## RECORDS SUPPLIED
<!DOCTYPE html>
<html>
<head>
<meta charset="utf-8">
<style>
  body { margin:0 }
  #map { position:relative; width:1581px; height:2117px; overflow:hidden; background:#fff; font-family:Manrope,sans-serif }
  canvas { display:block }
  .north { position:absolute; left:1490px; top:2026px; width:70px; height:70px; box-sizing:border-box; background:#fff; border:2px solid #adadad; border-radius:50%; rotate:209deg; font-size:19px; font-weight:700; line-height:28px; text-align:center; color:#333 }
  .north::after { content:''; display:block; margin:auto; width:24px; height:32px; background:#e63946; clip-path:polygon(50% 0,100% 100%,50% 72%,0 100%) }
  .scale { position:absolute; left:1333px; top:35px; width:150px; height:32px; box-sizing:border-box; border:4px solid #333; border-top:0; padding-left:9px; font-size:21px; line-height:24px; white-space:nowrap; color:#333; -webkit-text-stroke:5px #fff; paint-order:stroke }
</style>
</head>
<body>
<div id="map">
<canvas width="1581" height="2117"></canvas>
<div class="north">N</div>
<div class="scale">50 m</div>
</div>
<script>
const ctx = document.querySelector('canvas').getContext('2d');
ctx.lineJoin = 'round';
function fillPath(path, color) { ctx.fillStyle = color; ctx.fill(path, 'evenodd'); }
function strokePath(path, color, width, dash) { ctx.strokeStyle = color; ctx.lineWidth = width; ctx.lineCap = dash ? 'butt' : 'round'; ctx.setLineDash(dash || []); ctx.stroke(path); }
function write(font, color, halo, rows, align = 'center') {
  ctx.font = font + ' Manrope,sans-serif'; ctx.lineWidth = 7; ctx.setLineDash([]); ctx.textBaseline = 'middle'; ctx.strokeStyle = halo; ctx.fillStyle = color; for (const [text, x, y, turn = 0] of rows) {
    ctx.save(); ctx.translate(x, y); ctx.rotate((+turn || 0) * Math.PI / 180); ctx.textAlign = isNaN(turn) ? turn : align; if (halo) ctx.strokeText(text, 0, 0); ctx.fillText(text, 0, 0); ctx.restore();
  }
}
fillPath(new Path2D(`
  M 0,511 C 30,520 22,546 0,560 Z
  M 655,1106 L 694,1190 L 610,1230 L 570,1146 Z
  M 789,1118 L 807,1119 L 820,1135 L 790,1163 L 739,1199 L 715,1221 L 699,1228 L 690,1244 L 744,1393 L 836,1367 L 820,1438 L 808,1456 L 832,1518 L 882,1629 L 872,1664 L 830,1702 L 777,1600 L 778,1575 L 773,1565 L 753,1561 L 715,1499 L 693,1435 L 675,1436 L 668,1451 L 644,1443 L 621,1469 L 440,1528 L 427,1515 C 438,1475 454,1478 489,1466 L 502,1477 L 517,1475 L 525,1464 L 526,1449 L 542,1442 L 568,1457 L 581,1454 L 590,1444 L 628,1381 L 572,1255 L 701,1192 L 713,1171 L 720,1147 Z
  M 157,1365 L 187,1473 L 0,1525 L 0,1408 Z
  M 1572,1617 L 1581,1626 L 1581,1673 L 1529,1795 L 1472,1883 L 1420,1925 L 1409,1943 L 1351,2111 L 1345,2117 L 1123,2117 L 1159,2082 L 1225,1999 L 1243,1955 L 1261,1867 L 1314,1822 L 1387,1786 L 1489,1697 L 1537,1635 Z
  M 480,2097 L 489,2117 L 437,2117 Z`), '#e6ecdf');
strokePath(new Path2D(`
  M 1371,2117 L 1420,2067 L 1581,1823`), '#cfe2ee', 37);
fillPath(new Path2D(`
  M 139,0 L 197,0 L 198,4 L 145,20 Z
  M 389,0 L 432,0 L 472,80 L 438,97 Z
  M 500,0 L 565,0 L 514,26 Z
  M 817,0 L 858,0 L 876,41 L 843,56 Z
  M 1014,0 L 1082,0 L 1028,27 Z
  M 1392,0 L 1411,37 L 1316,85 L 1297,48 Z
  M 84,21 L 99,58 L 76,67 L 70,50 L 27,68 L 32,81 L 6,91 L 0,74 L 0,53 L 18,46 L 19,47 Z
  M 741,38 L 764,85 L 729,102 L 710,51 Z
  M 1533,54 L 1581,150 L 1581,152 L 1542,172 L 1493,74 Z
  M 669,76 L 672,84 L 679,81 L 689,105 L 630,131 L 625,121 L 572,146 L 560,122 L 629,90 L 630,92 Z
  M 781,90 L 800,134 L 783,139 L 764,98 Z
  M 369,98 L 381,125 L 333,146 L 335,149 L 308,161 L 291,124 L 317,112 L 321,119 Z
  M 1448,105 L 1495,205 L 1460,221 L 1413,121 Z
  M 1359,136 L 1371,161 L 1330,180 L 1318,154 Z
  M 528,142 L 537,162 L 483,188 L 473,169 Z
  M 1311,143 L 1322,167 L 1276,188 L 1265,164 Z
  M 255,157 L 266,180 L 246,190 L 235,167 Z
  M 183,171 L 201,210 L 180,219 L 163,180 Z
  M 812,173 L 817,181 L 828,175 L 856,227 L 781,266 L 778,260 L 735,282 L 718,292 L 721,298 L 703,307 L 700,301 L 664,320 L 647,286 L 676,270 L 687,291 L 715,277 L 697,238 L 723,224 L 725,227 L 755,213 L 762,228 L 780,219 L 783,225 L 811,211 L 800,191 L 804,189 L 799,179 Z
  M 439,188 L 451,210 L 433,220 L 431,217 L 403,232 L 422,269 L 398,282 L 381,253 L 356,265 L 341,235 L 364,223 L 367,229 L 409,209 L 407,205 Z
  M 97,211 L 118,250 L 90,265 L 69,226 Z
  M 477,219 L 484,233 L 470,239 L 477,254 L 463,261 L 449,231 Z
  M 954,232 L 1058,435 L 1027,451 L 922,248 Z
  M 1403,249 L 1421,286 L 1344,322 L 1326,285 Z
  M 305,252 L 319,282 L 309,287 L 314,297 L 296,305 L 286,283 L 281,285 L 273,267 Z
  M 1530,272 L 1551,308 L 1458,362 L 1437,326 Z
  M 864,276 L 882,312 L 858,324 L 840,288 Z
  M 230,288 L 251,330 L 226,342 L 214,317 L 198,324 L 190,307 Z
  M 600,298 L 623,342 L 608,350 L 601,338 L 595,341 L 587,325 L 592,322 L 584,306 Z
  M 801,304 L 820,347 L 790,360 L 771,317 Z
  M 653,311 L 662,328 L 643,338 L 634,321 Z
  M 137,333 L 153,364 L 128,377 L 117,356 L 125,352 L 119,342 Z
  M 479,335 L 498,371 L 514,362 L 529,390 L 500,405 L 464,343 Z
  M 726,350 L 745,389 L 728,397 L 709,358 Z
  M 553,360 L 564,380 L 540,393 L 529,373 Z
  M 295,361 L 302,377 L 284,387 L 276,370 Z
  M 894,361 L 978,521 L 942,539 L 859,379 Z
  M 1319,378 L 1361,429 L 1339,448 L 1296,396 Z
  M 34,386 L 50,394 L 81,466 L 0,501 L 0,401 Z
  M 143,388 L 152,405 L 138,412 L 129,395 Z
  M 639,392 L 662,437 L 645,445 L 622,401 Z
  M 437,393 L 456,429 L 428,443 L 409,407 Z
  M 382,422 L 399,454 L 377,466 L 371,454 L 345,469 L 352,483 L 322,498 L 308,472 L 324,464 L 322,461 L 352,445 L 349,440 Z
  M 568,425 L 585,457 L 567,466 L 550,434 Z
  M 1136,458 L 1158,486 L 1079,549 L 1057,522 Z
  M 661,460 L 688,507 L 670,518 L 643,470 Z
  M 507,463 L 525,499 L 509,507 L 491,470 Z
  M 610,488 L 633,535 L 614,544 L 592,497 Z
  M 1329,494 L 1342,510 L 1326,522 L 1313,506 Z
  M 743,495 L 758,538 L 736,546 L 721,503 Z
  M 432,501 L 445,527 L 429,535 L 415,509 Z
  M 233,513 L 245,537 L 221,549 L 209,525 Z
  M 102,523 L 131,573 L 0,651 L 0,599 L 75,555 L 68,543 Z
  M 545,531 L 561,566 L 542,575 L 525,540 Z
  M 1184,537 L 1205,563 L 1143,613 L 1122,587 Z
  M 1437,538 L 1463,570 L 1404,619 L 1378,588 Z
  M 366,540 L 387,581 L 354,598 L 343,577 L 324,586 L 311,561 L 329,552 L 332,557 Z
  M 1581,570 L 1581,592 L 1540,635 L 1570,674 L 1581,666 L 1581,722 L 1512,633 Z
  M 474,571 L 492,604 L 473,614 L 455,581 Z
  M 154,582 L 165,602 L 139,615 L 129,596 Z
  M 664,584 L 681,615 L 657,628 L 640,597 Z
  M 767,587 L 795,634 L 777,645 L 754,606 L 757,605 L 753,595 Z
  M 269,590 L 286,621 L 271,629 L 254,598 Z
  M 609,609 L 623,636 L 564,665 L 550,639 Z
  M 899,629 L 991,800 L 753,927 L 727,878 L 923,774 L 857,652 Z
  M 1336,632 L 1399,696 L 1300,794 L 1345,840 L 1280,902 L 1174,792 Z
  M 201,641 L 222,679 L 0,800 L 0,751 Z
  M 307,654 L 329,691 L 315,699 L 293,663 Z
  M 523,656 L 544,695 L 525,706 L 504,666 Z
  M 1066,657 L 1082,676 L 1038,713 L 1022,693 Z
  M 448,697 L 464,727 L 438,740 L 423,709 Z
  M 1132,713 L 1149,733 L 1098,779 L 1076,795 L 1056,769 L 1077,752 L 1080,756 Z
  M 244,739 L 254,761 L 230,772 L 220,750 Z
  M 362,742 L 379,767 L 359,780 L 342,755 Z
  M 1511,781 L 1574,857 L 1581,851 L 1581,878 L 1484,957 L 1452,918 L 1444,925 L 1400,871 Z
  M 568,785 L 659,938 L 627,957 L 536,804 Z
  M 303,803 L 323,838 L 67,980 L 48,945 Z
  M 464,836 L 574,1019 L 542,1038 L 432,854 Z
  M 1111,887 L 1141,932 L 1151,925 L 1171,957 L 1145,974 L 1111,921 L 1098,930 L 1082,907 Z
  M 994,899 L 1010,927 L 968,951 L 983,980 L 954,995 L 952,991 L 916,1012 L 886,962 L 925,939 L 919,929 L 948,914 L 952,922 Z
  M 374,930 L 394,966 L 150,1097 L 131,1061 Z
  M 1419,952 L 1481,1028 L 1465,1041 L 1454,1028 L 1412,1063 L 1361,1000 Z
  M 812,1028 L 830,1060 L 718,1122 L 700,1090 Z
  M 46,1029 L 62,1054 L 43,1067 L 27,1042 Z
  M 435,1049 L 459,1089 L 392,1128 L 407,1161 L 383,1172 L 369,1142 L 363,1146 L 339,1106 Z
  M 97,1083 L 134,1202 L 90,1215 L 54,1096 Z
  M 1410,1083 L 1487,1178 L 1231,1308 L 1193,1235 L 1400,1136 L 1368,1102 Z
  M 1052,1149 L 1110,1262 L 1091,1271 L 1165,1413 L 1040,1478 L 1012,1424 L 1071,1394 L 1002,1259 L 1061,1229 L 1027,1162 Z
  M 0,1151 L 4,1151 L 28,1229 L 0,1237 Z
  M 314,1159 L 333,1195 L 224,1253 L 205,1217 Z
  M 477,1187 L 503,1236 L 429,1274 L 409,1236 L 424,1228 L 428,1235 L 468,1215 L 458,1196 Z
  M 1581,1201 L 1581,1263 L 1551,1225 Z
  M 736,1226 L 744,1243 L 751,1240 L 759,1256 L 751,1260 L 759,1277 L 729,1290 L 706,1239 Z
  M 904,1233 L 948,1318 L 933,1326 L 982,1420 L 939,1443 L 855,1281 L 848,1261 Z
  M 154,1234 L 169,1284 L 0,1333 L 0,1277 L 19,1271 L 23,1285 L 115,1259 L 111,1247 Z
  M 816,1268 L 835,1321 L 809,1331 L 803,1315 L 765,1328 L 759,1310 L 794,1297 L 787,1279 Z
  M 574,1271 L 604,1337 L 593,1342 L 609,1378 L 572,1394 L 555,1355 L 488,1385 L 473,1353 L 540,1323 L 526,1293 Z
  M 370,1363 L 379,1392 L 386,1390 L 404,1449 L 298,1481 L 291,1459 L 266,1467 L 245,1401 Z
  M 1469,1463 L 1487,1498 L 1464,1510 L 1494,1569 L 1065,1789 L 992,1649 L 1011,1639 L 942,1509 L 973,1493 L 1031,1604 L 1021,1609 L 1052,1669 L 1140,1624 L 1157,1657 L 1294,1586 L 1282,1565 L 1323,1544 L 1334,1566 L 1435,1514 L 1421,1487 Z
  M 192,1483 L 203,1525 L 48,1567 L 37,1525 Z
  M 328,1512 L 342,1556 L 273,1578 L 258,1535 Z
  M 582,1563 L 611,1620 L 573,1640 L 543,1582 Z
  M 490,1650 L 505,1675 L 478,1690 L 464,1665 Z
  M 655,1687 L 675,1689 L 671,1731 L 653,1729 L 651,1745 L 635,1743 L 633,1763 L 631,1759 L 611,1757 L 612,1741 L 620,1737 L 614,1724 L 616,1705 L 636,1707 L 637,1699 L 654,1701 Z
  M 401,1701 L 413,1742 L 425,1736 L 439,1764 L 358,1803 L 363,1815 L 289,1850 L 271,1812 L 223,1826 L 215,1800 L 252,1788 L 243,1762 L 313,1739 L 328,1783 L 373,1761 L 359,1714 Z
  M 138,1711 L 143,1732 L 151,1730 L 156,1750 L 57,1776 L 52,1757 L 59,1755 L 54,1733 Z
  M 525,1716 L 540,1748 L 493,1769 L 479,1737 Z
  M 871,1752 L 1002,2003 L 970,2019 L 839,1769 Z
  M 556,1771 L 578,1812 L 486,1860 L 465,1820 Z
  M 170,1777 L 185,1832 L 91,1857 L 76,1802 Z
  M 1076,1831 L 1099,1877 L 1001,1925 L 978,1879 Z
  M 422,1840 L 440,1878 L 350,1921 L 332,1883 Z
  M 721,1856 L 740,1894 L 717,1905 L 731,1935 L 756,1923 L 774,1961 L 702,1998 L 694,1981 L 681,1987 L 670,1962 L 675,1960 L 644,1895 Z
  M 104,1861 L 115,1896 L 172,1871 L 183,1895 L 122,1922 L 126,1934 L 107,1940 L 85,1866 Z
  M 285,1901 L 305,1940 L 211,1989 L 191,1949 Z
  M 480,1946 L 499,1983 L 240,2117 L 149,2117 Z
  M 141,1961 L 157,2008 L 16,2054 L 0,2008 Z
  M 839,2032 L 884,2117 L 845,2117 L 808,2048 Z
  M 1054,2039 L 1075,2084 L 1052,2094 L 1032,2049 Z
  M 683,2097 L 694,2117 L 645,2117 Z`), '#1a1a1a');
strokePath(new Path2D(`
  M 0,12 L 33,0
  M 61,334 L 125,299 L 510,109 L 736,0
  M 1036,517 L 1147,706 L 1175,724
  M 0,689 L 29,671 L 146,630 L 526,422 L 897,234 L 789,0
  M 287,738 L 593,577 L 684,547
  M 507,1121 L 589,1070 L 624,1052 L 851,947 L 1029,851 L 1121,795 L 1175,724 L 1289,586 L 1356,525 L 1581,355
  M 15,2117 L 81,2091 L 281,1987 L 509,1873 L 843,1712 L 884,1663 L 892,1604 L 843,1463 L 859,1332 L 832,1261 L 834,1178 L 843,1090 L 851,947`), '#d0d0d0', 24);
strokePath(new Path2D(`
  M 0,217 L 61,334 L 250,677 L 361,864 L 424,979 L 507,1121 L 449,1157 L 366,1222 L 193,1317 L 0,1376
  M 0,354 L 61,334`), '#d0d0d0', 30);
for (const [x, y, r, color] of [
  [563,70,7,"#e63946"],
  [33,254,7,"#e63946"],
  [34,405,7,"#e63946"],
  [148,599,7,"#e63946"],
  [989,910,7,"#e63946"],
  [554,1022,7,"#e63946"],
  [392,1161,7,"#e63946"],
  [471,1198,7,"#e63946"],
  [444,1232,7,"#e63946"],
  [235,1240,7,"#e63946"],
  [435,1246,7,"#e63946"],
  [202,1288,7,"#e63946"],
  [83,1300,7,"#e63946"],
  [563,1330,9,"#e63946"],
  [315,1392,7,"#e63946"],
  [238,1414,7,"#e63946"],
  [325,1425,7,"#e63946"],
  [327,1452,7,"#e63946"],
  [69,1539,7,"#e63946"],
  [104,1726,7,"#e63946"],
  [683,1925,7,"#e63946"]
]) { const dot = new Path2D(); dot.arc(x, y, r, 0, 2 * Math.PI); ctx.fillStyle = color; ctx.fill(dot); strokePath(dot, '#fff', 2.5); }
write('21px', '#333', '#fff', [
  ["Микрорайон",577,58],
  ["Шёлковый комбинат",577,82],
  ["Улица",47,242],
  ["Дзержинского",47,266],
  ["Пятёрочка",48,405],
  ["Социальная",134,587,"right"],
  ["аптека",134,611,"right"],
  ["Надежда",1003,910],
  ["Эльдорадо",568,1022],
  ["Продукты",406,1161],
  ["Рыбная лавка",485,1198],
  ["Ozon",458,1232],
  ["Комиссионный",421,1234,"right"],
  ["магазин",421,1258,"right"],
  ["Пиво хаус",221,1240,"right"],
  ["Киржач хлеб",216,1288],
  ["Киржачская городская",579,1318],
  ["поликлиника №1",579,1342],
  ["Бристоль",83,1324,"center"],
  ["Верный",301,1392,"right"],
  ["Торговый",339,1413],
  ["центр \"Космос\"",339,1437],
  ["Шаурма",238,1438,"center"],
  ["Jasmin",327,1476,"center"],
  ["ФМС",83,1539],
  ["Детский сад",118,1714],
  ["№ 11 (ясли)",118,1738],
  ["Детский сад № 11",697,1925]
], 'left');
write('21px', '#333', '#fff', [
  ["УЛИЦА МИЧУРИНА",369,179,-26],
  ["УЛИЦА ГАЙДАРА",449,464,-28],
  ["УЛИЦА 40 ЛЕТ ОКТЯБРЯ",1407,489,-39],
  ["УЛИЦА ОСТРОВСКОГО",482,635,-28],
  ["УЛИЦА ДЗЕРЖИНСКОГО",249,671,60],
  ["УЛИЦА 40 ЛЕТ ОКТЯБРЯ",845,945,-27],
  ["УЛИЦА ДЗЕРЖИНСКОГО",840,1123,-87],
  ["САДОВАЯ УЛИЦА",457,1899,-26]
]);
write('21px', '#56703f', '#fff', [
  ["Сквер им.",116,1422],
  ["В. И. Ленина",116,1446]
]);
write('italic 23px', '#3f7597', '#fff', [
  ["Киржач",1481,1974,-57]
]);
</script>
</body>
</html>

## EXERCISE
Give back exactly the lines from the first line of the records through the line holding "position:absolute; left:1490px; top:2026px;", including both of those lines and leaving out all others.

## TASK ANSWER
<!DOCTYPE html>
<html>
<head>
<meta charset="utf-8">
<style>
  body { margin:0 }
  #map { position:relative; width:1581px; height:2117px; overflow:hidden; background:#fff; font-family:Manrope,sans-serif }
  canvas { display:block }
  .north { position:absolute; left:1490px; top:2026px; width:70px; height:70px; box-sizing:border-box; background:#fff; border:2px solid #adadad; border-radius:50%; rotate:209deg; font-size:19px; font-weight:700; line-height:28px; text-align:center; color:#333 }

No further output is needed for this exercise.